Depencendies for Compliance Checker and compliance-check-lib include some packages that must be compiled from source, which can be tricky to set up. The recommended way to get set up is to use a CentOS 6 machine and do the following:
Install the JASMIN Analysis Platform
Install the following packages: yum install python27-netCDF4 python27-iris python27-cf python27-virtualenv python27-cf_units
(alternatively use a JASMIN VM which will already have the JAP and those packages installed)
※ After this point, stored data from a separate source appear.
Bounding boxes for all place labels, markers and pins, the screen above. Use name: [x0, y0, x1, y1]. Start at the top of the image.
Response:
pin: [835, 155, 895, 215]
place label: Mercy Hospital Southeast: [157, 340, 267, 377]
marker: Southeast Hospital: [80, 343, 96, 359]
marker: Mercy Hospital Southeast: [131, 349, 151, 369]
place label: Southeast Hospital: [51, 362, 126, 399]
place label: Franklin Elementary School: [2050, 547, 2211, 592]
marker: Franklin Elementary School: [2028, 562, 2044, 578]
Then create a Python 2.7 virtual environment and install the required python packages:
virtalenv -p python2.7 --system-site-packages venv
source venv/bin/activate
pip install git+https://github.com/ncasuk/amf-check-writer \
git+https://github.com/cedadev/compliance-checker \
git+https://github.com/cedadev/compliance-check-lib \
git+https://github.com/cedadev/cc-yaml
The simplified workflow to create the checks and vocabs is:
Define a temporary output directory and create it to write the checks/vocabs to:
export DATA_DIR=$PWD/check-data
mkdir -p $DATA_DIR
Set the version of the checks/vocabs to use:
VERSION=v2.0
NOTE: Before downloading the spreadsheets the first time, see the 'authentication' section below.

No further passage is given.